The fact that an audio file simply contains normalized numerical information means that it can serve as grist for many different types of computer programs to manipulate, transform, edit and analyze. Today there are many programs that allow users to manipulate audio samples. One of the most interesting things that can be done with audio files is to process them using audio editing programs or synthesis languages like CLM and Csound. Manipulating samples in this fashion is reminiscent of a style of music composition called musique concrète invented by Pierre Schaeffer in the 1950's using analog tape recordings. In this type of composition a piece of music is literally assembled out of bits and pieces of sound that are gathered, processed and mixed together.

Sound Files Formats

Although all audio files contain audio samples there are a number of different strategies, or formats for storing the samples.

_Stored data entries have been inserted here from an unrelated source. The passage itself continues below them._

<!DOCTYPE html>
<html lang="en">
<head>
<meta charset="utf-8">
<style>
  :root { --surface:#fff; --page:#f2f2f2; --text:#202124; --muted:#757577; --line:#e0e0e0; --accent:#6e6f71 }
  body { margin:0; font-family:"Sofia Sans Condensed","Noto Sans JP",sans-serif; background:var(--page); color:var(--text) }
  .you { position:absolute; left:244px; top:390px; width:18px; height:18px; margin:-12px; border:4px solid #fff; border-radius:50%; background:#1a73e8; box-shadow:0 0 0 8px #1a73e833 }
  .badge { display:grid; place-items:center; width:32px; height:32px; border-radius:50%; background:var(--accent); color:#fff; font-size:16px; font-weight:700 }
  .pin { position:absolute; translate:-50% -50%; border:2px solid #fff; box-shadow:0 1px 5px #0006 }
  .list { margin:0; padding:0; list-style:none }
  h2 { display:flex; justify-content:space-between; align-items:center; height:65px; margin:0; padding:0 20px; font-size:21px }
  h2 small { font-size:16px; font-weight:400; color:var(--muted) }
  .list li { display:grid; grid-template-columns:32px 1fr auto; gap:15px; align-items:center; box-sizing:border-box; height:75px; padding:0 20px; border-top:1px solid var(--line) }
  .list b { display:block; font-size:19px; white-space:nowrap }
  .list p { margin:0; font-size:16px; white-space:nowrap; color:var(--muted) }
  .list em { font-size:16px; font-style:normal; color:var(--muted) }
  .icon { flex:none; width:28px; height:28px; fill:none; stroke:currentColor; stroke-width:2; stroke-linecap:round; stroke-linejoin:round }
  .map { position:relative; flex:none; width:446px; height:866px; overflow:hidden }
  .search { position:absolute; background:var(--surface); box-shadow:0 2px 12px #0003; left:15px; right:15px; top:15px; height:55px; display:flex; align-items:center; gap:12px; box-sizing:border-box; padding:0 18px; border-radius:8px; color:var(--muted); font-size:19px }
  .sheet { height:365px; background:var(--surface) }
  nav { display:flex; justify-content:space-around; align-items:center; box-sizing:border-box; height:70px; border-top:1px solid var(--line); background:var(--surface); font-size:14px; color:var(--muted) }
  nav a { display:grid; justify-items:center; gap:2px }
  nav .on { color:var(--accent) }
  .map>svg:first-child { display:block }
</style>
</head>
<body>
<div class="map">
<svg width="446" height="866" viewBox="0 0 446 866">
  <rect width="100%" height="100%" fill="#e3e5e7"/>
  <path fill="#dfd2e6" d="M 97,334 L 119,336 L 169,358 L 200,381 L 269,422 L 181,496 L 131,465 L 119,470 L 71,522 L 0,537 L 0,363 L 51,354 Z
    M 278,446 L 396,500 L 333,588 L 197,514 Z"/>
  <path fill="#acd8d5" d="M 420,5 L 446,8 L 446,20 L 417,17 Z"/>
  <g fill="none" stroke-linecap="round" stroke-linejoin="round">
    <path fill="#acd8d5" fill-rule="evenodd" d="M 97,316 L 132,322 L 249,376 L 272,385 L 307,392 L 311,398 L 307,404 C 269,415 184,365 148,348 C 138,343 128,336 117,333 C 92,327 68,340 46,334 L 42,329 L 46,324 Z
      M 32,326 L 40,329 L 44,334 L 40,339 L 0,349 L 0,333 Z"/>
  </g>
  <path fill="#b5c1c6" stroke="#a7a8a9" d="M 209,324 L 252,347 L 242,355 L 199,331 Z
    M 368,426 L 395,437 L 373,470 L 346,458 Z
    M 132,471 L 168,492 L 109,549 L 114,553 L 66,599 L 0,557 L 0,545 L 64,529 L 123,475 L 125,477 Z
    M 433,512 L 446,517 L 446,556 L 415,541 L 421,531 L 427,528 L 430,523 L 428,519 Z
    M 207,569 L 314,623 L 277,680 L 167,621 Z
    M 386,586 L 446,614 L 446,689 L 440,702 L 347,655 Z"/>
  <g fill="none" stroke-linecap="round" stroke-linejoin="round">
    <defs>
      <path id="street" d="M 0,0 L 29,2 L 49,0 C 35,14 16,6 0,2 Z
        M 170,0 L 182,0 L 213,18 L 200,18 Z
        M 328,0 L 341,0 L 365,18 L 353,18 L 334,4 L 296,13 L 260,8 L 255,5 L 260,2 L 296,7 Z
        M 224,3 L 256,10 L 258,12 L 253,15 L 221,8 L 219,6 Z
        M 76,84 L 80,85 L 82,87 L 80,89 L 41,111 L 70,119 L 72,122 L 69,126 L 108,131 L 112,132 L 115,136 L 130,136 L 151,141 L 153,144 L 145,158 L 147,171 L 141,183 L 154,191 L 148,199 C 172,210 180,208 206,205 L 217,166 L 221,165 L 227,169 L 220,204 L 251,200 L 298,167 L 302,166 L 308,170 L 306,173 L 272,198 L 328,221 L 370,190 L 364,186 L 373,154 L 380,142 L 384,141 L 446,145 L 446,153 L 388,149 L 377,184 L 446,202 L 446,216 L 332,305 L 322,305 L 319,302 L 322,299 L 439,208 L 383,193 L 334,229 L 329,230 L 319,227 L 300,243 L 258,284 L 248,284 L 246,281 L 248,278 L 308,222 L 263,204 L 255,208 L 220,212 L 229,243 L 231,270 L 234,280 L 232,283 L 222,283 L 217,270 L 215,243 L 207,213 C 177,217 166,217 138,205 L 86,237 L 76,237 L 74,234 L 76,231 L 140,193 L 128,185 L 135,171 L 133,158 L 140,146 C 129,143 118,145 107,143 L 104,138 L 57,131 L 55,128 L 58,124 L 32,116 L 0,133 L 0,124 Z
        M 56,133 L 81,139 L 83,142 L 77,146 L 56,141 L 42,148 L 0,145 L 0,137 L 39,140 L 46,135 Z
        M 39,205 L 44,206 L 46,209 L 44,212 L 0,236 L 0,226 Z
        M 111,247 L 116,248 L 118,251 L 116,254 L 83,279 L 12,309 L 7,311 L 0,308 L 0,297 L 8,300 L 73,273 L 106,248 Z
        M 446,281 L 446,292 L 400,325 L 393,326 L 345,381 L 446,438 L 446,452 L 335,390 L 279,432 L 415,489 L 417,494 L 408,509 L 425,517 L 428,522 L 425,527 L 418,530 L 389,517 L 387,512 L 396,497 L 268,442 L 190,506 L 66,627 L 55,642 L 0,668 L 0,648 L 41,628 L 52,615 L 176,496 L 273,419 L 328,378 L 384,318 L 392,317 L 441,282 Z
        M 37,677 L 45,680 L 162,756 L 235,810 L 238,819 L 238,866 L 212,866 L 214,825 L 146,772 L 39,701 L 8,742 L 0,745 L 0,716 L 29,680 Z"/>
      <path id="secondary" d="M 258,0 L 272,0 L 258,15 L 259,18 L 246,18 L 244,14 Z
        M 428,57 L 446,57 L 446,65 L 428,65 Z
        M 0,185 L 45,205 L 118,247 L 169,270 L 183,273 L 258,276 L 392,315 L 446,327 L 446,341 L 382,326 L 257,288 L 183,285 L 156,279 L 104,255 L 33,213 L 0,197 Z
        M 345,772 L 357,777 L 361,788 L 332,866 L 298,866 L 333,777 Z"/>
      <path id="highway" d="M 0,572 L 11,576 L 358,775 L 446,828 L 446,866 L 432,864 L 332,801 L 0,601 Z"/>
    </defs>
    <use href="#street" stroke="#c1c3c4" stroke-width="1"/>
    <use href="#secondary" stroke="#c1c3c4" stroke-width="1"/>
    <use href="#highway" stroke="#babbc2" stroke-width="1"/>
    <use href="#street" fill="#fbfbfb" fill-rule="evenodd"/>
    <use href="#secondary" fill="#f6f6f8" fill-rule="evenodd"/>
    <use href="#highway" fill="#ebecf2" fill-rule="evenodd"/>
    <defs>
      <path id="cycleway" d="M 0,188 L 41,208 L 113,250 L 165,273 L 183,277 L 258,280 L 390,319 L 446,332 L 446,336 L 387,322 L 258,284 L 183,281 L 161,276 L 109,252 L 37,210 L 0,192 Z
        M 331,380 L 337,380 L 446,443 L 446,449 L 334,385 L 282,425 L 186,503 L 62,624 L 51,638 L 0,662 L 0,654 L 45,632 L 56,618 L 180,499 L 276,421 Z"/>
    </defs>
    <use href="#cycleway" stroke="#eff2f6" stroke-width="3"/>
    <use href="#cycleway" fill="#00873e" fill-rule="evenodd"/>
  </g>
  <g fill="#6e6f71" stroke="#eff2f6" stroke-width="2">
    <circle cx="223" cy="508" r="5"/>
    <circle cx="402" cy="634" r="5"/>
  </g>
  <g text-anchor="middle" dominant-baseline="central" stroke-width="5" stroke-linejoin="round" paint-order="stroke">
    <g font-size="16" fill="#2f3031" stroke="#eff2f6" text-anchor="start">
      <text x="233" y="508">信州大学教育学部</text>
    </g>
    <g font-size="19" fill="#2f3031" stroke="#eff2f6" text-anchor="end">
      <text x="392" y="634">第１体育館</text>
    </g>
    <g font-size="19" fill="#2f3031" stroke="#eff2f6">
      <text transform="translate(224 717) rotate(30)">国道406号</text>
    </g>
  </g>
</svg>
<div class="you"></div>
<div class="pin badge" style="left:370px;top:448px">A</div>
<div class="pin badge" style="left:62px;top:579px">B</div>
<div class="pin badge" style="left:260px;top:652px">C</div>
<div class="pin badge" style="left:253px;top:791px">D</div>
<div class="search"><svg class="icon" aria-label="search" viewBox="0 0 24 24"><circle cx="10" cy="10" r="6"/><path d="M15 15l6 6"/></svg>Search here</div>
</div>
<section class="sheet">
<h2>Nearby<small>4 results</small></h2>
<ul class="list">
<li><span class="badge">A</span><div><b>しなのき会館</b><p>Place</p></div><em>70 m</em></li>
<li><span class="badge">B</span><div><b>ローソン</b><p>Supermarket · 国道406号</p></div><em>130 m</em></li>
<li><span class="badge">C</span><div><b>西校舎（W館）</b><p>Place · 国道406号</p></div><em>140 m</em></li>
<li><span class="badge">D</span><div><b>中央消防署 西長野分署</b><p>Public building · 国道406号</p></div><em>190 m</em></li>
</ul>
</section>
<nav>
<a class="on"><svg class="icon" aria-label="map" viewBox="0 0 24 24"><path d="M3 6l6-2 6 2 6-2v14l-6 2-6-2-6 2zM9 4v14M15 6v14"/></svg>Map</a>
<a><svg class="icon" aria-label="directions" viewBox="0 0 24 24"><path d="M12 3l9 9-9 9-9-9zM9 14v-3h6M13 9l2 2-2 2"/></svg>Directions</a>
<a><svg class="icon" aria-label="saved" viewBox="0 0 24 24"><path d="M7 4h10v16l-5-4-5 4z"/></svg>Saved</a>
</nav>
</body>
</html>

Some formats are designed to quickly access large "chucks" of audio data. Other strategies involve compressing samples so that they take up less room on the computer's hard drive.

Table of common audio file formats

Name Description File Type
Audio Interchange File Format Standard Mac digital audio .aiff
Waveform Standard Windows digital audio .wav
System Sound System sound format for Mac and Linux (older) .snd
MPEG I, Layer 3 Compresed audio (lossy), proprietary codex .mp3
Ogg Vorbis Compresed audio (lossy) open standard .ogg
Free Lossless Audio Codec Compresed audio (lossless) open standard .flac
RealAudio or RealMedia Compressed, streaming audio for Internet .ra or .rm
u-Law Compressed audio for Internet (older) .au

Roshal Archive compressed archival format, proprietary .rar

Sound File Headers

Since samples are just numbers representing a pressure wave its not possible to tell by looking at where they came from, or even what sampling resolution and sampling rate the samples were recorded at! For that reason all sound files contain a short introductory portion called the header of the sound file. Information that might be included in a header include:

Sound File Data

The header of the sound file contains global information about the samples that the sound file contains. This data usually starts directly after the header portion of the file. There are a number of different strategies to store this data. One method is to separate the various audio channels into different chunks, or blocks, in the file. Other method involves interleaving samples from each channel into a single stream of audio samples.

How a particular format chooses to store data should not normally concern the user. However, not all programs can read or write all of the different formats so its important to become acquainted with the more common sound file types. There are also a number of different sound file conversion programs, like sox, to convert sound files from one format to another.